For once, nobody's talking economics, because international terrorism has everyone's attention. Now terrorism itself isn't my area of expertise, but I did want to quickly note that there's considerable sophistry being spewed about connections between it and free trade.
Lie number one is that an open-borders world, which obviously has considerable connection to terrorists being able to move internationally and do what they do, is somehow the sine qua non of our prosperity and something we must not give up at any price.
That is utter nonsense. Yes, reasonably open movement of goods, businesspeople, tourists etc. is economically beneficial. But there is absolutely zero evidence that taking openness to extremes does any economic good. Effective border controls for security reasons would not impose a meaningful economic cost.
Indeed, given that terrorism (and ordinary international crime) imposes real economic costs of their own, not least the increased security expenses attendant upon having to chase threats inside the border when they are not stopped there, strong border controls may well cost less than zero, i.e. be net savers of money.
And you certainly don't need open borders to have an integrated global economy. For example, Europe's economy was highly integrated even before the Schengen Agreement removed border posts from a host of Northern European countries. (This is the agreement that is currently being rolled back.)
And how about Japan, China, Korea et cetera? Anyone who's been there can attest to the strictness of their border controls. Are they exactly losing out in international trade? No. They're doing very well, thank you, racking up trade surpluses while we stagnate.

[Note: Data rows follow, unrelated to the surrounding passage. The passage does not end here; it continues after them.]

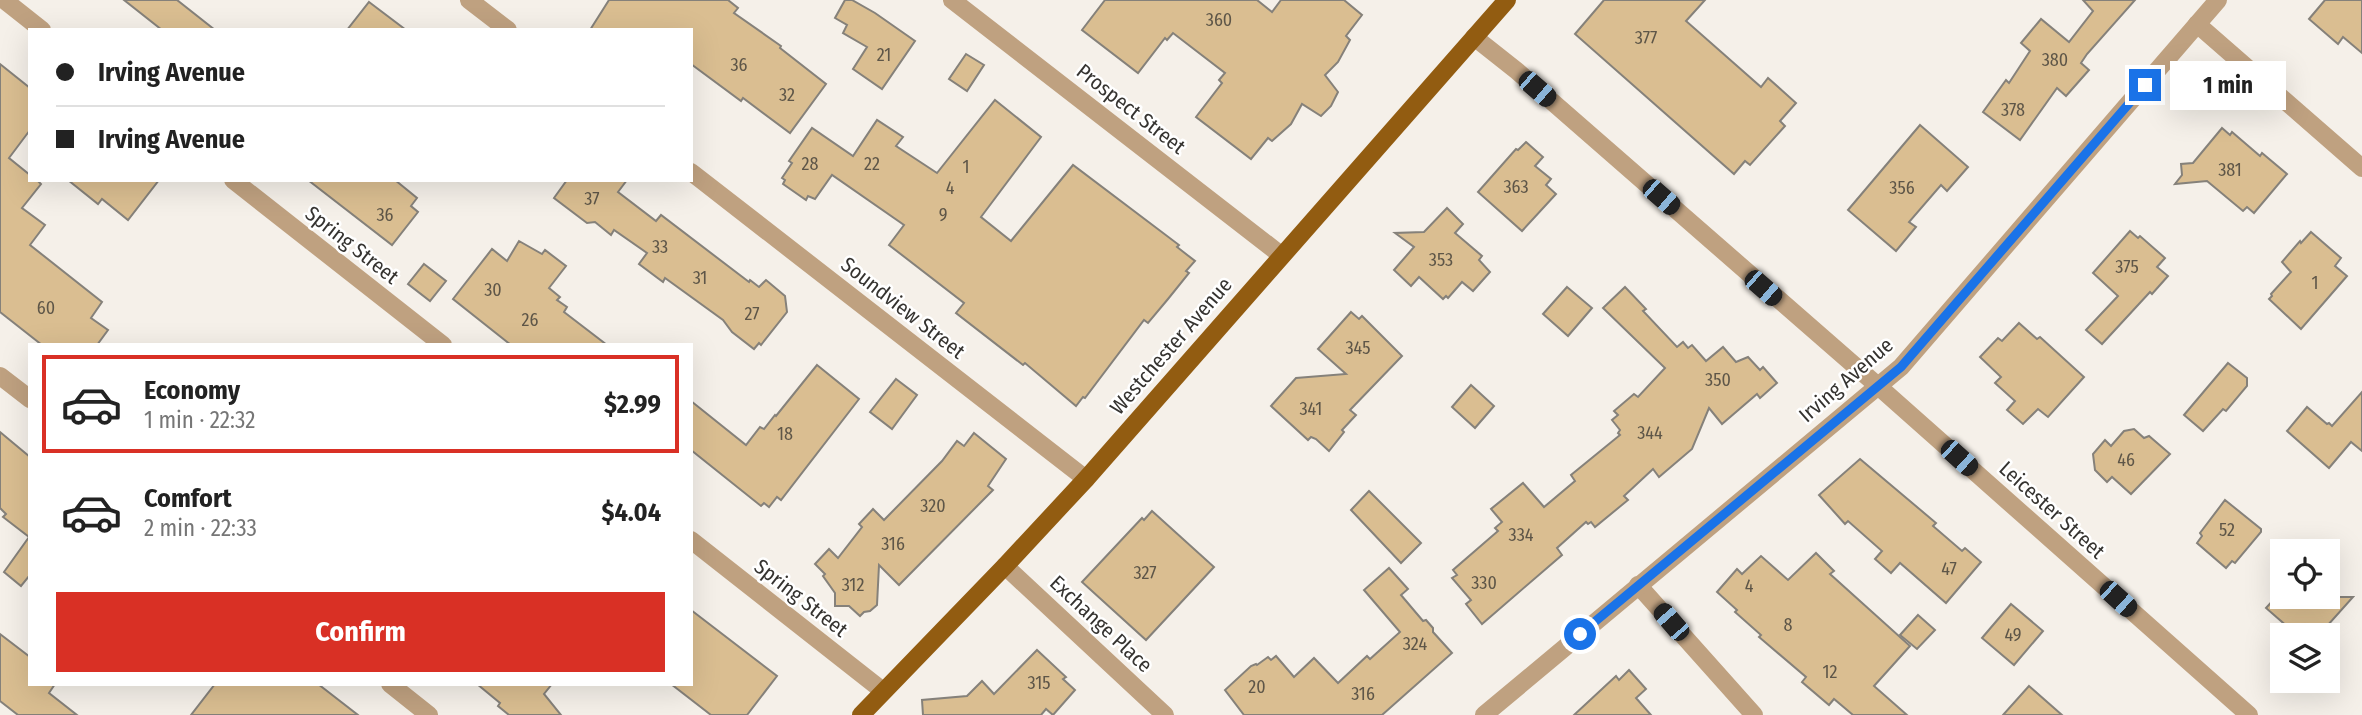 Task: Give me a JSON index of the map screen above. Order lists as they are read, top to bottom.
{
  "streets": {
    "main road": ["Westchester Avenue"],
    "street": [
      "Prospect Street",
      "Spring Street",
      "Soundview Street",
      "Irving Avenue",
      "Leicester Street",
      "Exchange Place"
    ]
  },
  "crossings": [
    ["Prospect Street", "Westchester Avenue"],
    ["Spring Street", "Westchester Avenue"],
    ["Soundview Street", "Westchester Avenue"],
    ["Westchester Avenue", "Leicester Street"],
    ["Westchester Avenue", "Exchange Place"],
    ["Irving Avenue", "Leicester Street"]
  ],
  "house_numbers": [
    "360",
    "377",
    "21",
    "380",
    "36",
    "32",
    "378",
    "28",
    "22",
    "1",
    "381",
    "363",
    "4",
    "356",
    "37",
    "36",
    "9",
    "33",
    "353",
    "375",
    "31",
    "1",
    "30",
    "60",
    "27",
    "26",
    "345",
    "350",
    "341",
    "344",
    "18",
    "46",
    "320",
    "52",
    "334",
    "316",
    "47",
    "327",
    "330",
    "312",
    "4",
    "8",
    "49",
    "324",
    "12",
    "315",
    "20",
    "316"
  ],
  "page": {
    "banner": ["Irving Avenue", "Irving Avenue"],
    "bubble": "1 min",
    "list": [
      {
        "name": "Economy",
        "note": "1 min · 22:32",
        "value": "$2.99"
      },
      {
        "name": "Comfort",
        "note": "2 min · 22:33",
        "value": "$4.04"
      }
    ],
    "buttons": "Confirm"
  }
} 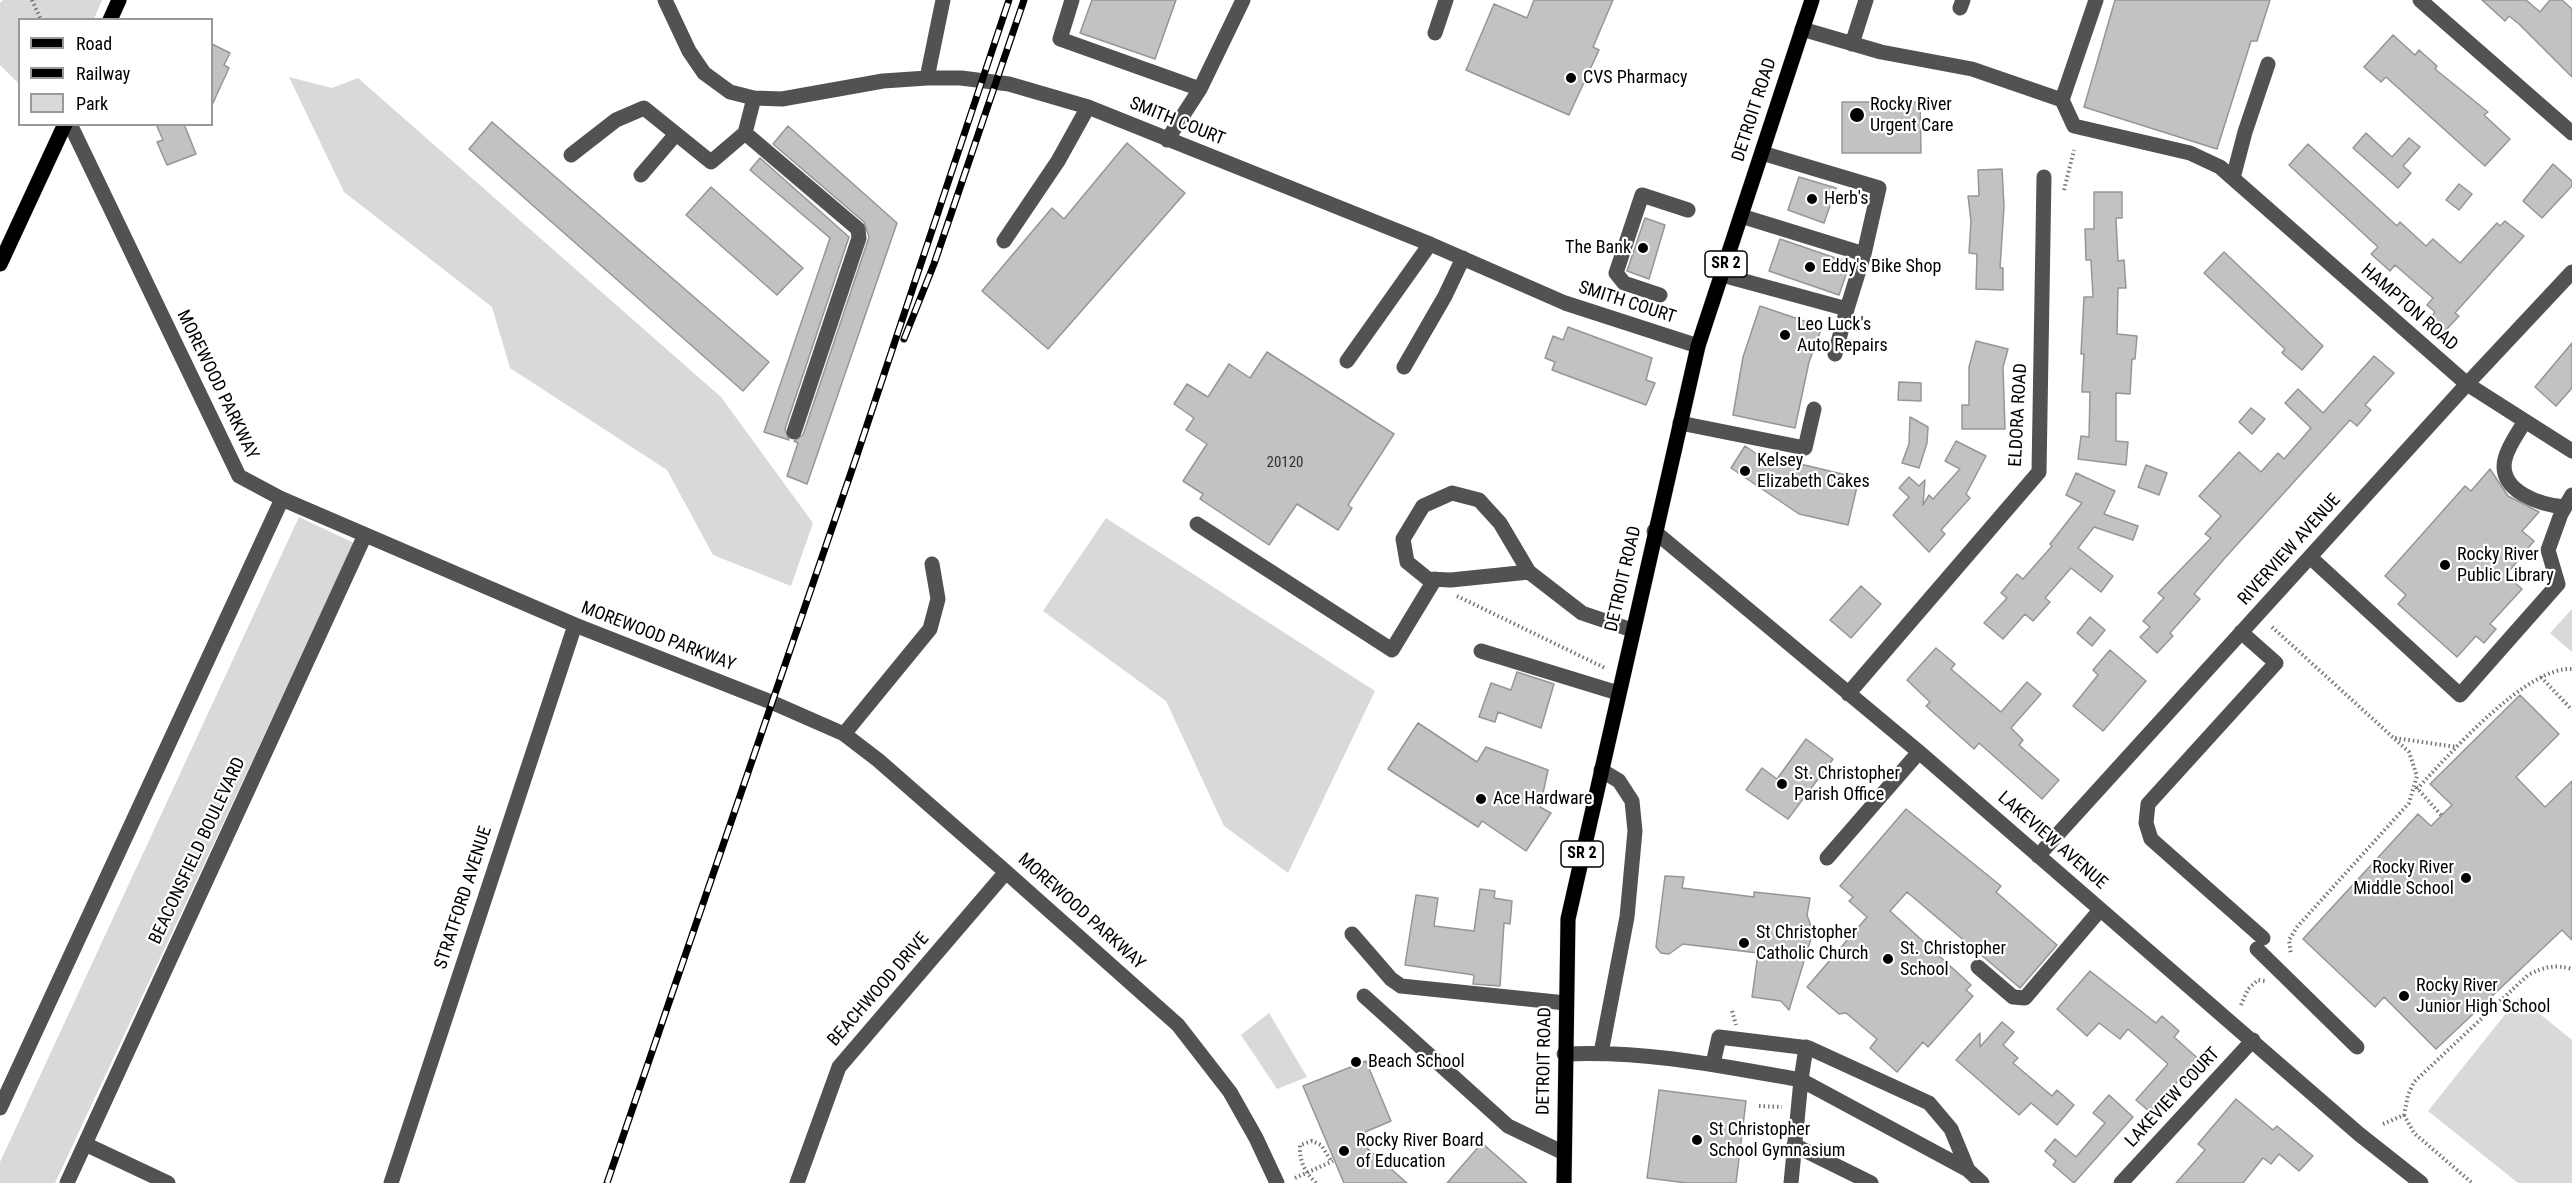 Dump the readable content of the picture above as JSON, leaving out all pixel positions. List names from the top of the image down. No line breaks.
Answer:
{"streets":{"main road":["DETROIT ROAD","SR 2"],"street":["SMITH COURT","HAMPTON ROAD","MOREWOOD PARKWAY","ELDORA ROAD","RIVERVIEW AVENUE","LAKEVIEW AVENUE","BEACONSFIELD BOULEVARD","STRATFORD AVENUE","BEACHWOOD DRIVE","LAKEVIEW COURT"]},"crossings":[["DETROIT ROAD","SMITH COURT"],["DETROIT ROAD","LAKEVIEW AVENUE"],["HAMPTON ROAD","RIVERVIEW AVENUE"],["MOREWOOD PARKWAY","BEACONSFIELD BOULEVARD"],["MOREWOOD PARKWAY","STRATFORD AVENUE"],["MOREWOOD PARKWAY","BEACHWOOD DRIVE"],["ELDORA ROAD","LAKEVIEW AVENUE"],["RIVERVIEW AVENUE","LAKEVIEW AVENUE"],["LAKEVIEW AVENUE","LAKEVIEW COURT"]],"places":["CVS Pharmacy","Rocky River Urgent Care","Herb's","The Bank","Eddy's Bike Shop","Leo Luck's Auto Repairs","Kelsey Elizabeth Cakes","Rocky River Public Library","St. Christopher Parish Office","Ace Hardware","Rocky River Middle School","St Christopher Catholic Church","St. Christopher School","Rocky River Junior High School","Beach School","St Christopher School Gymnasium","Rocky River Board of Education"],"house_numbers":["20120"],"legend":["Road","Railway","Park"]}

So appropriate (I'm not advocating extremism in the other direction) border security doesn't harm international commerce.
Lie number two is that free trade is somehow a way to fight terrorism. This nonsense goes back years. For example, just over a week after 9/11, U.S. Trade Representative Robert Zoellick used counter-terrorism as an argument for expanding presidential fast-track authority to negotiate trade agreements, in an editorial in the Washington Post: "Countering Terror With Trade," September 20, 2001. See also, for example, Brink Lindsey, "The Trade Front: Combating Terrorism with Open Markets," Cato Institute, August 5, 2003. There are other more-recent examples, and I'm sure there will be more.
But, as I wrote in my 2010 book Free Trade Doesn't Work,
Attempts to link free trade to counter-terrorism don't stand up, either. The U.S. is the world's leading free trader, but somehow the world's biggest terrorist target anyway. Free trade's widespread global unpopularity combines with the perception that America is behind it to antagonize peoples and governments around the world as often as it rallies them to our side. Occasionally, free trade may bribe foreign governments to cooperate with the United States, but it also enriches nations, like Saudi Arabia and Venezuela, whose elites are knee-deep in funding terrorism and other international mischief. Hard-coding free trade as a legal obligation, as the WTO does, frustrates our ability to use trade concessions as leverage to win foreign cooperation against our enemies.
So please, everybody: let's not exploit tragedy to push a free-trade agenda, or let fanaticism about free trade interfere with border security measures necessary for other reasons. Economics does not support either.